WORK TO COMPLETE: Among the entries that follow, tally the lines with the string "linecap". Give no more than the number.

***** RAW DATA *****

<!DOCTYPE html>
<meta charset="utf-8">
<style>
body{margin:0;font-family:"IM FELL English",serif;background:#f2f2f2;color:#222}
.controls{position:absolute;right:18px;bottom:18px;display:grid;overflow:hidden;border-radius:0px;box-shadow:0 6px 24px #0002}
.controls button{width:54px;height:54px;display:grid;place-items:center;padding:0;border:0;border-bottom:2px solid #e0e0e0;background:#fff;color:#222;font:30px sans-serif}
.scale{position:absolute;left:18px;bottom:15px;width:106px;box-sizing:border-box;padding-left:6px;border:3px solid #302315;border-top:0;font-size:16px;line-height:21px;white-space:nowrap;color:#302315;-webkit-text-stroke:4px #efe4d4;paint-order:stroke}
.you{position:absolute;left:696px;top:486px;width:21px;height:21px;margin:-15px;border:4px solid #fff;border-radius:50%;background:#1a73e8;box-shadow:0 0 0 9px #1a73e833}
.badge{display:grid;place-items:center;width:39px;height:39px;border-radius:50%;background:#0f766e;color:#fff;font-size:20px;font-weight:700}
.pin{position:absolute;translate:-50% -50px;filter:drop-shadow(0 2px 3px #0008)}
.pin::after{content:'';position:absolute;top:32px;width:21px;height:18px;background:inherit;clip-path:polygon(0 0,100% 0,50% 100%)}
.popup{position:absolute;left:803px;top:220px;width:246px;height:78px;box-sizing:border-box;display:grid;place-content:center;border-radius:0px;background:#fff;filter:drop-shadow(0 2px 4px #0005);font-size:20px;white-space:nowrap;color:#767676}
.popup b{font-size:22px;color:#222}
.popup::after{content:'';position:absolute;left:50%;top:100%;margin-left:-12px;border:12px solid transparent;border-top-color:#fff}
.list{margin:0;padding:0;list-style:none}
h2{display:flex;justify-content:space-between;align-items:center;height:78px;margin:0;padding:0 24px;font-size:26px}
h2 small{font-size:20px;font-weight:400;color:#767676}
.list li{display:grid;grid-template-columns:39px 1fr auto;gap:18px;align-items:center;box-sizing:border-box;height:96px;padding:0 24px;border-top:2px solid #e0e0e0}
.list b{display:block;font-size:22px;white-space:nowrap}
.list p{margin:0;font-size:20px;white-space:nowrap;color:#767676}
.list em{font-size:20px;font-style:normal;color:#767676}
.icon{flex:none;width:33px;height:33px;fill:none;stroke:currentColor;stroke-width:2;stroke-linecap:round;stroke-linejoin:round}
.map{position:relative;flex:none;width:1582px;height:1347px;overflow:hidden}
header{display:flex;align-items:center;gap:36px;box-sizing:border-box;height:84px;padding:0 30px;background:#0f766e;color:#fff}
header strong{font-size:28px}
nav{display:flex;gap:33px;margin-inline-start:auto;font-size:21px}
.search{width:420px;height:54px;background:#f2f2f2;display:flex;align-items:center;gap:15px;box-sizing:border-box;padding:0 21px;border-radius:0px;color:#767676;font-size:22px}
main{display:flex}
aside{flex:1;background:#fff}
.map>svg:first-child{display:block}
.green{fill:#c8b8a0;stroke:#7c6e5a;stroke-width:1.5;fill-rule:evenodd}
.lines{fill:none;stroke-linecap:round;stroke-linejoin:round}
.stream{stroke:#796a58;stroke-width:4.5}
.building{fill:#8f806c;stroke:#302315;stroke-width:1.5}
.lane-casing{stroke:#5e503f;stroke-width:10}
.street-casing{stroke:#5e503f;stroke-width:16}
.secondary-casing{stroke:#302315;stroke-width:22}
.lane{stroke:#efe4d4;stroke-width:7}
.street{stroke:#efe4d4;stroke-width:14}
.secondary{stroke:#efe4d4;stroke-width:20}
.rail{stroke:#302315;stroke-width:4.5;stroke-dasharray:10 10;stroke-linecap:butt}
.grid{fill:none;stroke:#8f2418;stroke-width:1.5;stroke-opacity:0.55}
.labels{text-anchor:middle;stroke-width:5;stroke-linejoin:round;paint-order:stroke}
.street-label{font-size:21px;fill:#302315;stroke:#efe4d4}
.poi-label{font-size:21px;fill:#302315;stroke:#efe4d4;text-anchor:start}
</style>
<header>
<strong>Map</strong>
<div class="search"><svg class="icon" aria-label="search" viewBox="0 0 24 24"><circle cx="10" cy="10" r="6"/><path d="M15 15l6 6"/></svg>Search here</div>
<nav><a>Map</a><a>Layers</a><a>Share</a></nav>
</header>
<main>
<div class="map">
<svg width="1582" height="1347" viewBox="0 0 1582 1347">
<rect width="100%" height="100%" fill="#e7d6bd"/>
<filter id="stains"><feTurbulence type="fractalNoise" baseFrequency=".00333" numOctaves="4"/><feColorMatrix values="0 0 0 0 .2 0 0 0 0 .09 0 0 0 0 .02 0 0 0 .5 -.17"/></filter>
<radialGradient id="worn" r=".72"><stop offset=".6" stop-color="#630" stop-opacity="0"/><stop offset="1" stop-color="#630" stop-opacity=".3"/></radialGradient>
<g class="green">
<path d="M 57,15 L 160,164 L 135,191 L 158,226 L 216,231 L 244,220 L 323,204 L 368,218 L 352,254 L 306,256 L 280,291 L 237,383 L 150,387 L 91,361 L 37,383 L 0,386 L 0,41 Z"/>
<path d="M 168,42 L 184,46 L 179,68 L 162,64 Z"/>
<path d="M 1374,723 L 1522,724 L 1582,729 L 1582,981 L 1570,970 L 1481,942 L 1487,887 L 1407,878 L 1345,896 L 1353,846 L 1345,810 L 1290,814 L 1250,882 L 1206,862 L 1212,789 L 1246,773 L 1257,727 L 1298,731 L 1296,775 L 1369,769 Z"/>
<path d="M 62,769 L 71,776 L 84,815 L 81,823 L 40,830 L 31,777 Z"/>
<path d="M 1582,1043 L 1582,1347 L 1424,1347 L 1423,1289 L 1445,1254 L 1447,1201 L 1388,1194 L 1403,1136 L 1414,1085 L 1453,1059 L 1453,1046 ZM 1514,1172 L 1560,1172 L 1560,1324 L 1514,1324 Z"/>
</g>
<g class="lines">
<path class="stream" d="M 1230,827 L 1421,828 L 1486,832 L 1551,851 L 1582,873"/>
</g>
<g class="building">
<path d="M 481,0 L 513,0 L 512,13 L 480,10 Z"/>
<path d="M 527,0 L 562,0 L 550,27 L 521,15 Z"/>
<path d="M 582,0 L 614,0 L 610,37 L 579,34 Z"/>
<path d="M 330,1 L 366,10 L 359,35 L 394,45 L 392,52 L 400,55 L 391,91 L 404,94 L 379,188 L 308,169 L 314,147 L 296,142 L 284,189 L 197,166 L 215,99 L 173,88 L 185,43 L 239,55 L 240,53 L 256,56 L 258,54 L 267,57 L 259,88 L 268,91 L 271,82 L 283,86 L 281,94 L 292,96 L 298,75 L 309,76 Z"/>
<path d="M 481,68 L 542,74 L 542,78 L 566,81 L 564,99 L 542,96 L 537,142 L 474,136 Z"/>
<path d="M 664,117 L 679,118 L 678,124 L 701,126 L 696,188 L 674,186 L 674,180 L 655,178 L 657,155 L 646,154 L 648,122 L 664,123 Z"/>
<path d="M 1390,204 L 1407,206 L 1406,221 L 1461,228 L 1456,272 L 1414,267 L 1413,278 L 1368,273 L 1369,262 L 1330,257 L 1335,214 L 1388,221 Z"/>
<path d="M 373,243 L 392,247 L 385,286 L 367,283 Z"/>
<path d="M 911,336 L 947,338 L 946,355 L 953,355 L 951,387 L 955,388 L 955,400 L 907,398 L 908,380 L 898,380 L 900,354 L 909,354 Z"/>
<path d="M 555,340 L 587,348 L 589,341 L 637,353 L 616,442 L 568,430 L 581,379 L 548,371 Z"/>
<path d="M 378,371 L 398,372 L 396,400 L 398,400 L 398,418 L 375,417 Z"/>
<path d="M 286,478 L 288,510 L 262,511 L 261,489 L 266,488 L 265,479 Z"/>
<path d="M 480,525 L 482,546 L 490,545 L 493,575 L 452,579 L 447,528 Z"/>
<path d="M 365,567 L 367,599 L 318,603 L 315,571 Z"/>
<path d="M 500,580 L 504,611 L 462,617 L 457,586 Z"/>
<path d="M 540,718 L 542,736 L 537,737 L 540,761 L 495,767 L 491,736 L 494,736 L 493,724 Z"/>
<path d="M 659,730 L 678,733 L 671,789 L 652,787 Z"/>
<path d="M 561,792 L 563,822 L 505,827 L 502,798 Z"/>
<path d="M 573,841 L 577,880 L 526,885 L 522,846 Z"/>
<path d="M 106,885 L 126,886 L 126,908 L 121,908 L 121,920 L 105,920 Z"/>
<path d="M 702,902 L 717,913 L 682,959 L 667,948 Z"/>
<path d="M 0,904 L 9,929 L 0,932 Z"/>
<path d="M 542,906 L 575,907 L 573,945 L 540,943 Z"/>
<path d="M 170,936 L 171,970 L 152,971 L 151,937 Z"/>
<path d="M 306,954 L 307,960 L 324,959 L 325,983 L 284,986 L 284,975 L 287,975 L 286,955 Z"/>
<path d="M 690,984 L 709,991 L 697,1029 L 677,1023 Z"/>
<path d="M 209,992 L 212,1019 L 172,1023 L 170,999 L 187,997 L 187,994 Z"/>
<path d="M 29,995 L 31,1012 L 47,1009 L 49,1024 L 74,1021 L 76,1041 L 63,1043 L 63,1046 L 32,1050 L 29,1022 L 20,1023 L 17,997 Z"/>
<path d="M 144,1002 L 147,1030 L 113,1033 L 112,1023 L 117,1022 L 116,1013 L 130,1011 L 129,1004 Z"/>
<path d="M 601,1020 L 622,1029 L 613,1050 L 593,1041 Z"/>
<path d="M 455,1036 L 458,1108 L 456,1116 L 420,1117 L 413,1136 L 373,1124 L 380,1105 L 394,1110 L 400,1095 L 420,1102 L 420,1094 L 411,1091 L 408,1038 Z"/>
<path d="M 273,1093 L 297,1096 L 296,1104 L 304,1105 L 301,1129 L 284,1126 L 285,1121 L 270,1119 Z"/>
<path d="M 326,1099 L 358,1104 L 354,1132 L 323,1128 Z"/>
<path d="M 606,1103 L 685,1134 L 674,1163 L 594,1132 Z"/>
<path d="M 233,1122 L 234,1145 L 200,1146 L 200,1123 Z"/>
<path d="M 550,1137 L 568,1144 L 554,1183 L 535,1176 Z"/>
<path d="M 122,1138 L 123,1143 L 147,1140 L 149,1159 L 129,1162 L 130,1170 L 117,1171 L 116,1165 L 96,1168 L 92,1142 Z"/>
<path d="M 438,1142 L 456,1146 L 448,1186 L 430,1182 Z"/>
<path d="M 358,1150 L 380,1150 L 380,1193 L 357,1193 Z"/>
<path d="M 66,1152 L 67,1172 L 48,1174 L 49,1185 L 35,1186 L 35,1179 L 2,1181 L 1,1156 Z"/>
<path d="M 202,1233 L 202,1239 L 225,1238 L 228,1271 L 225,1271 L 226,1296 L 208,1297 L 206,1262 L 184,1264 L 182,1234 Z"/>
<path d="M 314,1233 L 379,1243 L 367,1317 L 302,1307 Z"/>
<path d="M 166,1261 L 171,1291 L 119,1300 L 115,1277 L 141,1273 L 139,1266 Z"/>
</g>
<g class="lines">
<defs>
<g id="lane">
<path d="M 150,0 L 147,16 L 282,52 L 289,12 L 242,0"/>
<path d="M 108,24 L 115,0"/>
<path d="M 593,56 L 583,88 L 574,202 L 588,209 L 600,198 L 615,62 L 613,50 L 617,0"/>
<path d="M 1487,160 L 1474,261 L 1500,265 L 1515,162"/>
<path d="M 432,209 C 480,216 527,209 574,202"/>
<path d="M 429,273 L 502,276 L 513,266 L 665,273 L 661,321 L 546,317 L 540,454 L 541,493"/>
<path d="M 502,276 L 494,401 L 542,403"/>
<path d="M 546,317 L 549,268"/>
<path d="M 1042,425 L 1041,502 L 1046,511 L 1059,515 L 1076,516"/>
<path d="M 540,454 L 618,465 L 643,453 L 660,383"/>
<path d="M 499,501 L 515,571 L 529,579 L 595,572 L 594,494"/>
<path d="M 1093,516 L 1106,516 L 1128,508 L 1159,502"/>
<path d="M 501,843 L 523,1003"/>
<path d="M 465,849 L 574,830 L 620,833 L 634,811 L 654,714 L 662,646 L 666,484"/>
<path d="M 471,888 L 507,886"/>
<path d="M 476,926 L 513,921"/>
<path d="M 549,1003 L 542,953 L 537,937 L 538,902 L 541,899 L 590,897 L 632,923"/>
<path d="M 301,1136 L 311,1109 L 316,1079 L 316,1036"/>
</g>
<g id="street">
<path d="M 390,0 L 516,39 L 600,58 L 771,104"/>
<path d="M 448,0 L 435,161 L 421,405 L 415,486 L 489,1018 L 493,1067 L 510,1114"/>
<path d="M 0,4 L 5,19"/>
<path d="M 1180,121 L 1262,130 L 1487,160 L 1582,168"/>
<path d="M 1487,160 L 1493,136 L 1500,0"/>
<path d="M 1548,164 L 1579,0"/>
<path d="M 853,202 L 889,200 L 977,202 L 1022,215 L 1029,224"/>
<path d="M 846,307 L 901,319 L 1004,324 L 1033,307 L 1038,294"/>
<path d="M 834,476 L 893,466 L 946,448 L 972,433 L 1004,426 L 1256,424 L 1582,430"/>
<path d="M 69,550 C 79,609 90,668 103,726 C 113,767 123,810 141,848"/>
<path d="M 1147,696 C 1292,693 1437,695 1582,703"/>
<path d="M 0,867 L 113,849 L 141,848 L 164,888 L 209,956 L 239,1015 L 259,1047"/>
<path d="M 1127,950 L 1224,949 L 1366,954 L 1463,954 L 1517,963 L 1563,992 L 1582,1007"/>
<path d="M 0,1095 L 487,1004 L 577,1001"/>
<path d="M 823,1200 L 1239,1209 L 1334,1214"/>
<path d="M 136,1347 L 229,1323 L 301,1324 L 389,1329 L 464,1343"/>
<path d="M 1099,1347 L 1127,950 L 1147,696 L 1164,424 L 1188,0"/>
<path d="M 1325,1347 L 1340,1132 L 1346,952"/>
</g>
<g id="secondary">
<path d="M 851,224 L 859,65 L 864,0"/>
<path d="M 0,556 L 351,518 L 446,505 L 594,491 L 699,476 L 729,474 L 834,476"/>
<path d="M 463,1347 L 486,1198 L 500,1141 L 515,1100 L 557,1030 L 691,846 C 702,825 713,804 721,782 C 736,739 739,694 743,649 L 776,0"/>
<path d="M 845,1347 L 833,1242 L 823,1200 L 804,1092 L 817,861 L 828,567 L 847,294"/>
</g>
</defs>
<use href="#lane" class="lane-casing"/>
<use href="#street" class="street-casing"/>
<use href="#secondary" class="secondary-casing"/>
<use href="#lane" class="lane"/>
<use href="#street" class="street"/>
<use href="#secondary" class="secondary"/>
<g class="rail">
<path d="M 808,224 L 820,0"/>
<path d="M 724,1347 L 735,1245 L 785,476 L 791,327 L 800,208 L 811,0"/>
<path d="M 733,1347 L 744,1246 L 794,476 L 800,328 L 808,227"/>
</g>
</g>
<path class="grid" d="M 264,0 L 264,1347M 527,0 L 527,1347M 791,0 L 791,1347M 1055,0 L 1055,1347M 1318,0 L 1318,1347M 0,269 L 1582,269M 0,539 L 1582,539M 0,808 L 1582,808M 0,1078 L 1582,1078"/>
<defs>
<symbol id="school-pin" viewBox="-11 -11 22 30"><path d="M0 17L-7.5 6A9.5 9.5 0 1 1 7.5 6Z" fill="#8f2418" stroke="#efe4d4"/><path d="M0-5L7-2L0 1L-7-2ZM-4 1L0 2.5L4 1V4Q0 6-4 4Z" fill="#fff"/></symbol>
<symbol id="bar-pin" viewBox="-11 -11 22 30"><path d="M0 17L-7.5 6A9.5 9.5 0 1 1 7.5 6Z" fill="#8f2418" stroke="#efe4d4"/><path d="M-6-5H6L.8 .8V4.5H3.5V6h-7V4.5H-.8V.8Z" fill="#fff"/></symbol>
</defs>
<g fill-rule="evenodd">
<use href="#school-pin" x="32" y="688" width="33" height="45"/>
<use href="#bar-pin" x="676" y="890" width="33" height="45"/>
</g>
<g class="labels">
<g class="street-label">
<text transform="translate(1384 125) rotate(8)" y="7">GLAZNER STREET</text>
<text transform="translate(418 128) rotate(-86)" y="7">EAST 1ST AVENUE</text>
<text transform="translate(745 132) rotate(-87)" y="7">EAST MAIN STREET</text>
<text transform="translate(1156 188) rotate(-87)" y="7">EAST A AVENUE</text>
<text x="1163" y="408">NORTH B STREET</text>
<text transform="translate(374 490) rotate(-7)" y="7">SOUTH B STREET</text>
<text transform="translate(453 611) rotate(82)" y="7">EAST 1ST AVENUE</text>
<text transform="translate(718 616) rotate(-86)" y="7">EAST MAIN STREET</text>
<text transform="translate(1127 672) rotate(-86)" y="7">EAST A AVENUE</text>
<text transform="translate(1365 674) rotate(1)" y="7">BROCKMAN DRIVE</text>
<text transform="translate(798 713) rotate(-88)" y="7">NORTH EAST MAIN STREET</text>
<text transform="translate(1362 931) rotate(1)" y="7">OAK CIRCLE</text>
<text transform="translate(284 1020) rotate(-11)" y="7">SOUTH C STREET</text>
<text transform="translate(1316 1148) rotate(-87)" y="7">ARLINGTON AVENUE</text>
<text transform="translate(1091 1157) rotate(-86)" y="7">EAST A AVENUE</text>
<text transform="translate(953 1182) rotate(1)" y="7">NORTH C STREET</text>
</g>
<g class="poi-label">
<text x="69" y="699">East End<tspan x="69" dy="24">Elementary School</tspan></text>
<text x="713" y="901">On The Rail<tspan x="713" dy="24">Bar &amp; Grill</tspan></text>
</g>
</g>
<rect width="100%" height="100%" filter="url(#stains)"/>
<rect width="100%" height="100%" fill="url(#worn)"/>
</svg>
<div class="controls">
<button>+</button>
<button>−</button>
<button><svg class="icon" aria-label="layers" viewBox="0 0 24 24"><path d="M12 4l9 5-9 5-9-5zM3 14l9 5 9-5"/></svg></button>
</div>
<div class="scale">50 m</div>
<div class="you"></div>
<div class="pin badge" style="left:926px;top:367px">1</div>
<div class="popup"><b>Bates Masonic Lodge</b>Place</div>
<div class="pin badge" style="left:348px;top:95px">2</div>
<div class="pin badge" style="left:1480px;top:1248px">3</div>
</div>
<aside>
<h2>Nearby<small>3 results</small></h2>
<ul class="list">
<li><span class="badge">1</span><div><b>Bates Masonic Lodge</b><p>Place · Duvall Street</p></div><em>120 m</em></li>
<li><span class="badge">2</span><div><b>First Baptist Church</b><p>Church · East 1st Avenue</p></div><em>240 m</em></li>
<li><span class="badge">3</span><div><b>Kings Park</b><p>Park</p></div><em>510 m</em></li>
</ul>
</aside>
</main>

*****

EXERCISE OUTPUT: 3